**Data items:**

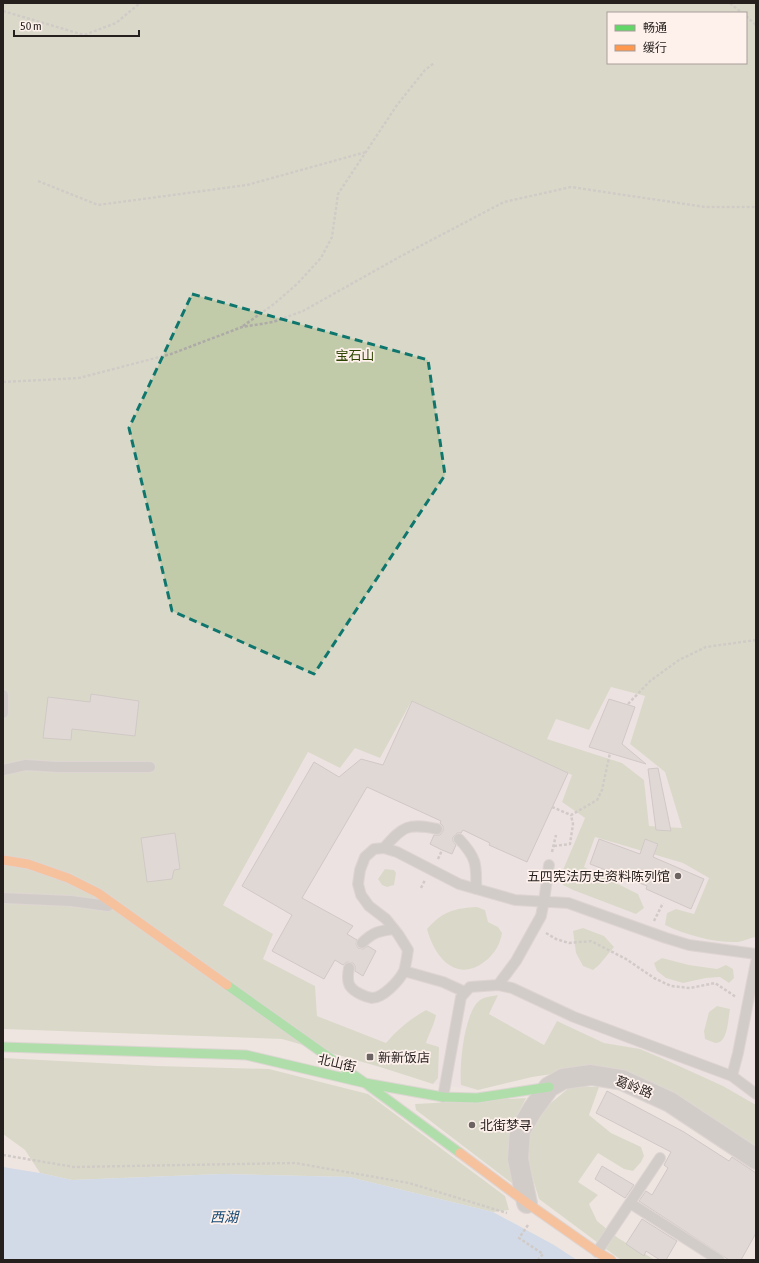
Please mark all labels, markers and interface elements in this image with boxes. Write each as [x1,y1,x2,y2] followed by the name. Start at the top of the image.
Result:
[14,12,139,38] scale bar
[607,12,747,64] legend
[20,19,42,33] text: 50 m
[643,21,667,35] text: 畅通
[643,41,667,55] text: 缓行
[335,348,375,363] park label: 宝石山
[527,869,670,884] place label: 五四宪法历史资料陈列馆
[673,871,683,881] marker: 五四宪法历史资料陈列馆
[378,1050,430,1065] place label: 新新饭店
[316,1051,358,1075] street label: 北山街
[365,1052,375,1062] marker: 新新饭店
[613,1073,655,1101] street label: 葛岭路
[480,1118,532,1133] place label: 北街梦寻
[467,1120,477,1130] marker: 北街梦寻
[210,1209,240,1225] water label: 西湖

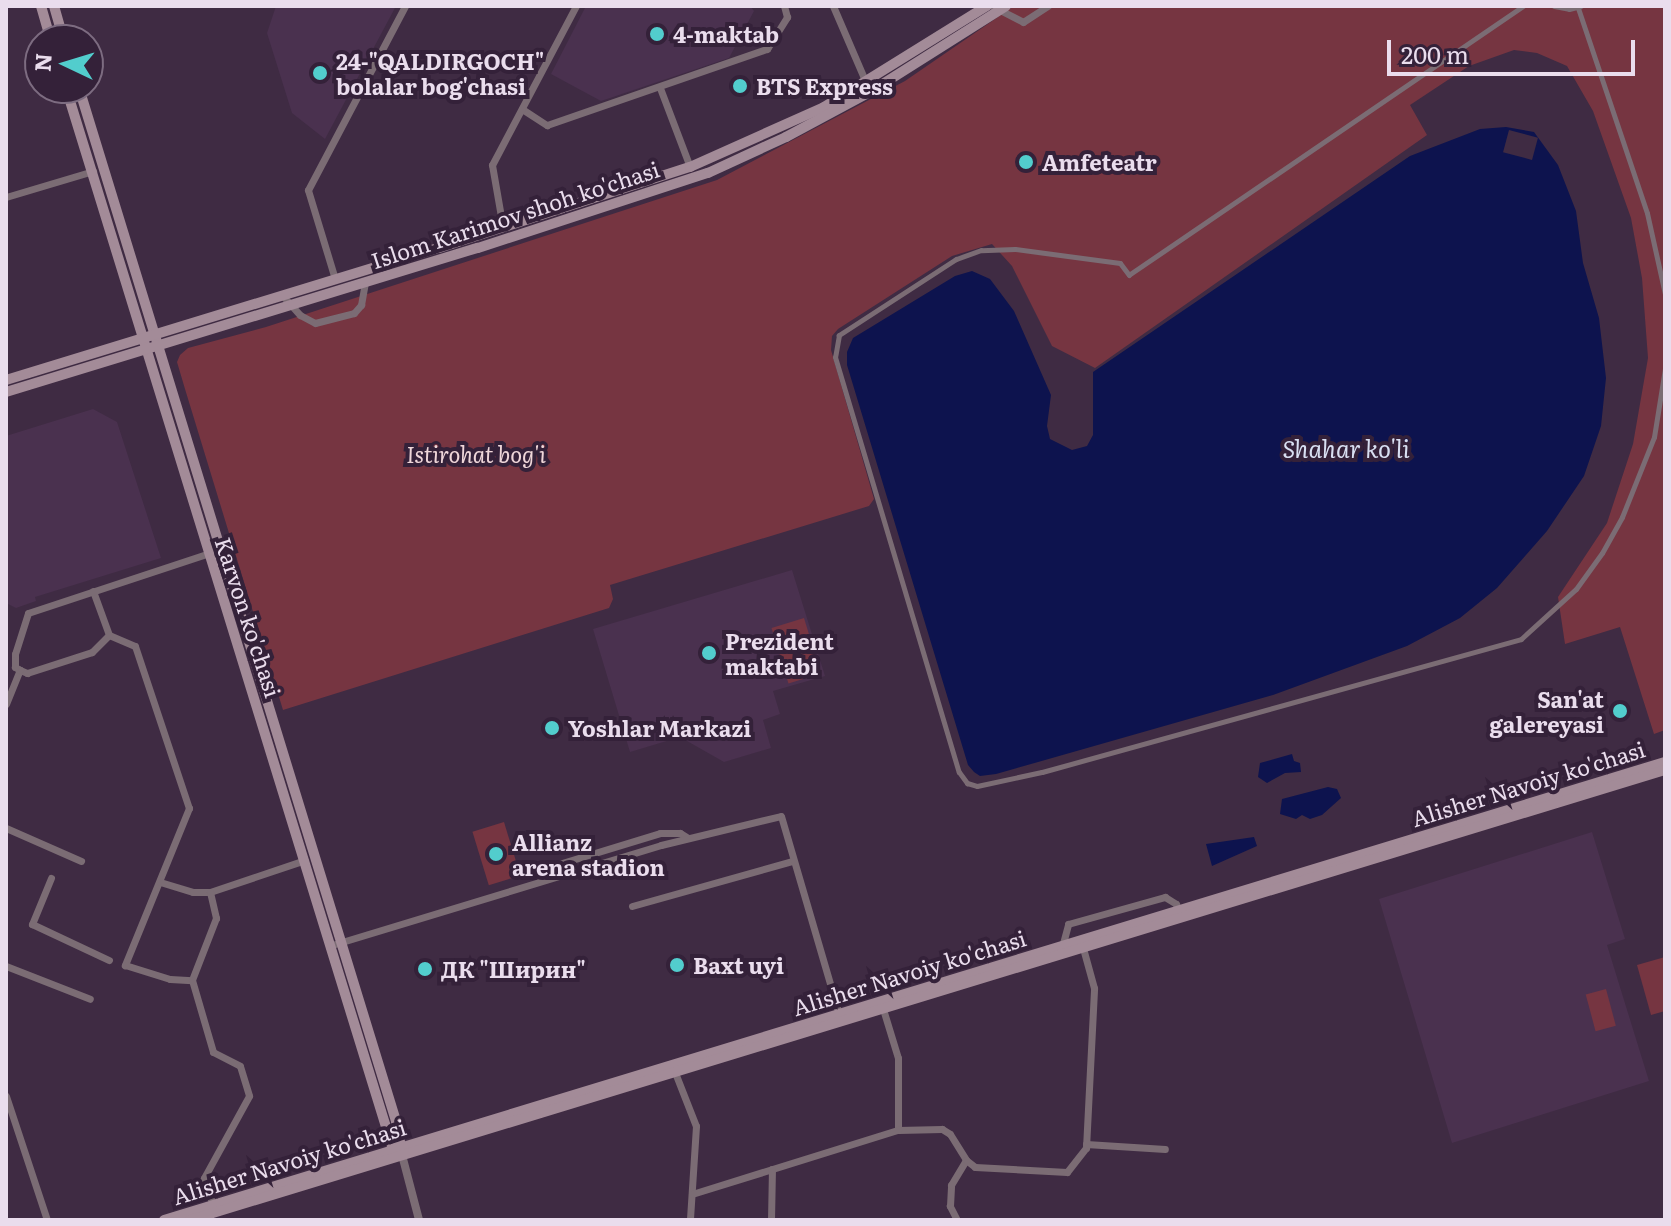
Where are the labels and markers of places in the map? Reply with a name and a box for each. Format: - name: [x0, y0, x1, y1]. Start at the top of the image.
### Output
- place label: 4-maktab: [673, 21, 779, 47]
- marker: 4-maktab: [648, 25, 666, 43]
- place label: 24-"QALDIRGOCH" bolalar bog'chasi: [336, 47, 544, 98]
- marker: 24-"QALDIRGOCH" bolalar bog'chasi: [311, 64, 329, 82]
- place label: BTS Express: [756, 73, 893, 99]
- marker: BTS Express: [731, 77, 749, 95]
- place label: Amfeteatr: [1042, 149, 1157, 175]
- marker: Amfeteatr: [1017, 153, 1035, 171]
- place label: Prezident maktabi: [725, 627, 834, 678]
- marker: Prezident maktabi: [700, 644, 718, 662]
- place label: San'at galereyasi: [1490, 685, 1604, 736]
- marker: San'at galereyasi: [1611, 702, 1629, 720]
- place label: Yoshlar Markazi: [568, 715, 751, 741]
- marker: Yoshlar Markazi: [543, 719, 561, 737]
- place label: Allianz arena stadion: [512, 828, 665, 880]
- marker: Allianz arena stadion: [487, 845, 505, 863]
- place label: Baxt uyi: [693, 952, 784, 978]
- place label: ДК "Ширин": [441, 956, 586, 982]
- marker: Baxt uyi: [668, 956, 686, 974]
- marker: ДК "Ширин": [416, 960, 434, 978]

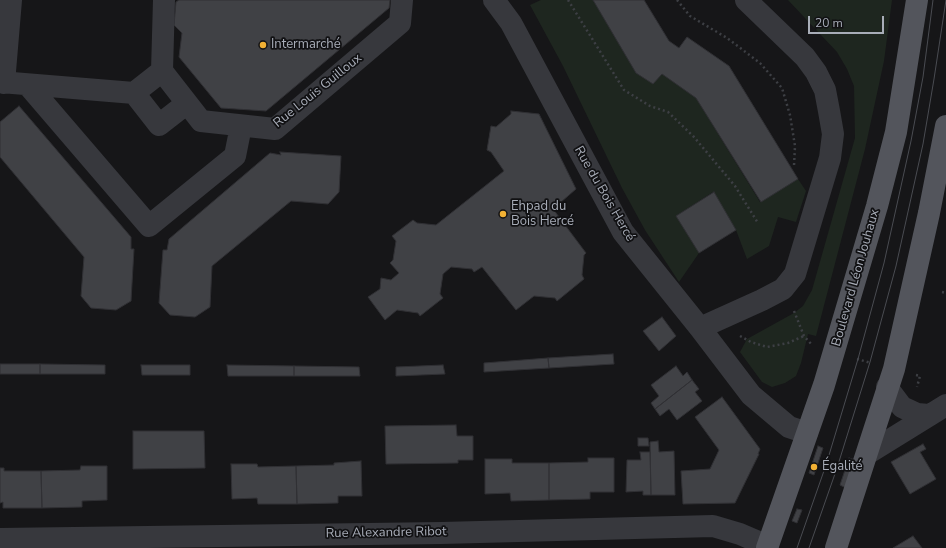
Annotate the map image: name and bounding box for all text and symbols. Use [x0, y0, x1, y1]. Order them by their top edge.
scale bar [810, 8, 886, 34]
text: 20 m [815, 15, 843, 31]
place label: Intermarché [271, 37, 341, 53]
marker: Intermarché [258, 40, 268, 50]
street label: Rue Louis Guilloux [271, 51, 365, 131]
street label: Rue du Bois Hercé [570, 144, 638, 244]
place label: Ehpad du Bois Hercé [511, 199, 574, 230]
street label: Boulevard Léon Jouhaux [829, 208, 883, 348]
marker: Ehpad du Bois Hercé [498, 209, 508, 219]
place label: Égalité [822, 459, 862, 475]
marker: Égalité [809, 462, 819, 472]
street label: Rue Alexandre Ribot [325, 524, 447, 542]

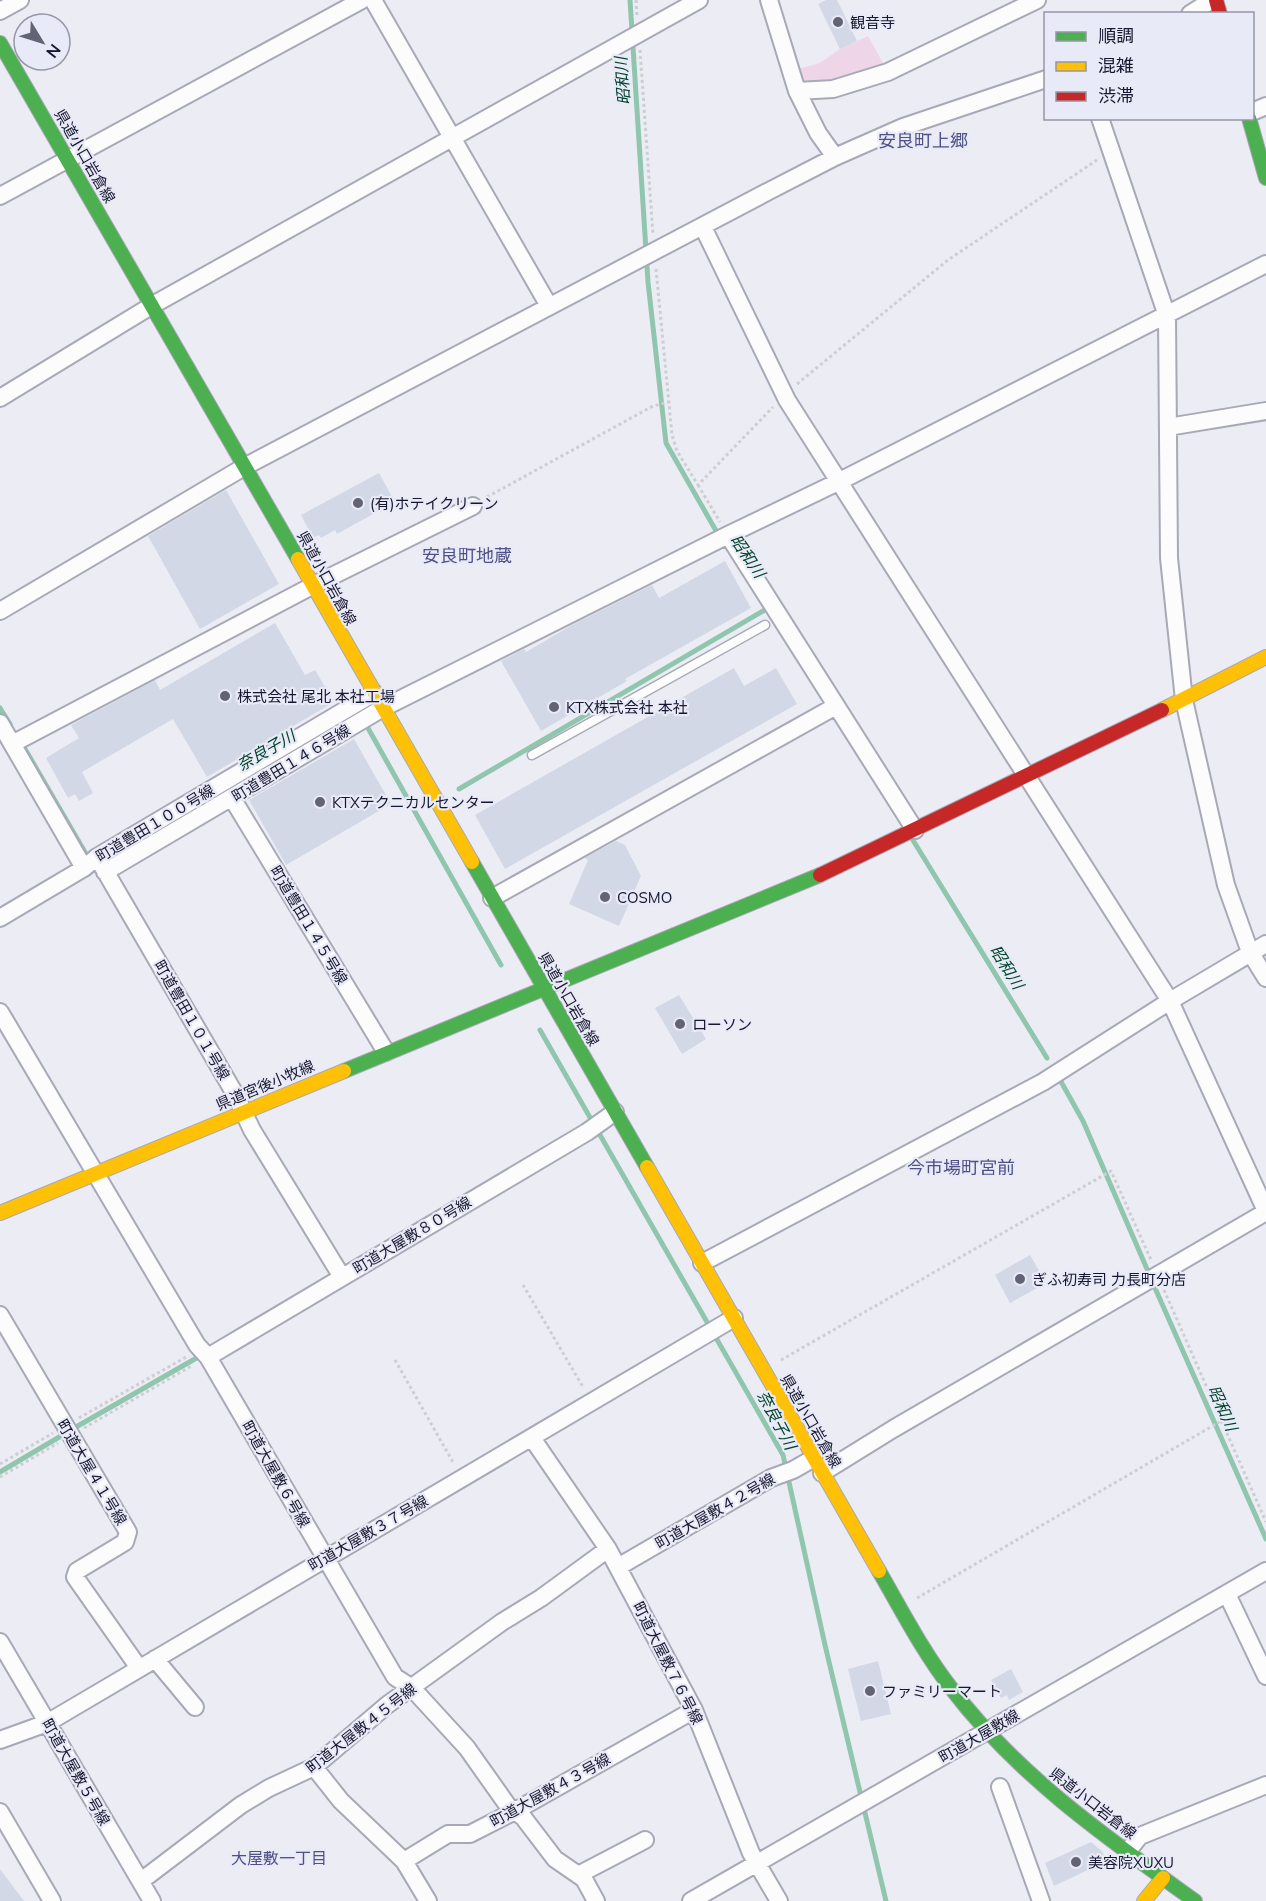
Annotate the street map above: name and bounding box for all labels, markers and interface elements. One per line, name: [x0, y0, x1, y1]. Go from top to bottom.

**Problem:**
What is needed is an exact copy of every entry, with the pictures removed.

**Task solution:**
Please mark all labels, markers and interface elements in this image with boxes. Write each as [x1,y1,x2,y2] followed by the name. Start at the top of the image.
Result:
[14,12,139,38] scale bar
[607,12,747,64] legend
[20,19,42,33] text: 50 m
[643,21,667,35] text: 畅通
[643,41,667,55] text: 缓行
[335,348,375,363] park label: 宝石山
[527,869,670,884] place label: 五四宪法历史资料陈列馆
[673,871,683,881] marker: 五四宪法历史资料陈列馆
[378,1050,430,1065] place label: 新新饭店
[316,1051,358,1075] street label: 北山街
[365,1052,375,1062] marker: 新新饭店
[613,1073,655,1101] street label: 葛岭路
[480,1118,532,1133] place label: 北街梦寻
[467,1120,477,1130] marker: 北街梦寻
[210,1209,240,1225] water label: 西湖

Where are the labels and markers of places in the map? Reply with a name and a box for each. Format: - name: [x0, y0, x1, y1]. Start at the top of the image.
### Output
- place label: 4-maktab: [673, 21, 779, 47]
- marker: 4-maktab: [648, 25, 666, 43]
- place label: 24-"QALDIRGOCH" bolalar bog'chasi: [336, 47, 544, 98]
- marker: 24-"QALDIRGOCH" bolalar bog'chasi: [311, 64, 329, 82]
- place label: BTS Express: [756, 73, 893, 99]
- marker: BTS Express: [731, 77, 749, 95]
- place label: Amfeteatr: [1042, 149, 1157, 175]
- marker: Amfeteatr: [1017, 153, 1035, 171]
- place label: Prezident maktabi: [725, 627, 834, 678]
- marker: Prezident maktabi: [700, 644, 718, 662]
- place label: San'at galereyasi: [1490, 685, 1604, 736]
- marker: San'at galereyasi: [1611, 702, 1629, 720]
- place label: Yoshlar Markazi: [568, 715, 751, 741]
- marker: Yoshlar Markazi: [543, 719, 561, 737]
- place label: Allianz arena stadion: [512, 828, 665, 880]
- marker: Allianz arena stadion: [487, 845, 505, 863]
- place label: Baxt uyi: [693, 952, 784, 978]
- place label: ДК "Ширин": [441, 956, 586, 982]
- marker: Baxt uyi: [668, 956, 686, 974]
- marker: ДК "Ширин": [416, 960, 434, 978]

Annotate the map image: name and bounding box for all text and symbols. Use [x0, y0, x1, y1]. Order them by their top edge.
scale bar [810, 8, 886, 34]
text: 20 m [815, 15, 843, 31]
place label: Intermarché [271, 37, 341, 53]
marker: Intermarché [258, 40, 268, 50]
street label: Rue Louis Guilloux [271, 51, 365, 131]
street label: Rue du Bois Hercé [570, 144, 638, 244]
place label: Ehpad du Bois Hercé [511, 199, 574, 230]
street label: Boulevard Léon Jouhaux [829, 208, 883, 348]
marker: Ehpad du Bois Hercé [498, 209, 508, 219]
place label: Égalité [822, 459, 862, 475]
marker: Égalité [809, 462, 819, 472]
street label: Rue Alexandre Ribot [325, 524, 447, 542]

Annotate the street map above: name and bounding box for all labels, markers and interface elements. One per line, name: [x0, y0, x1, y1]. Go from top to bottom.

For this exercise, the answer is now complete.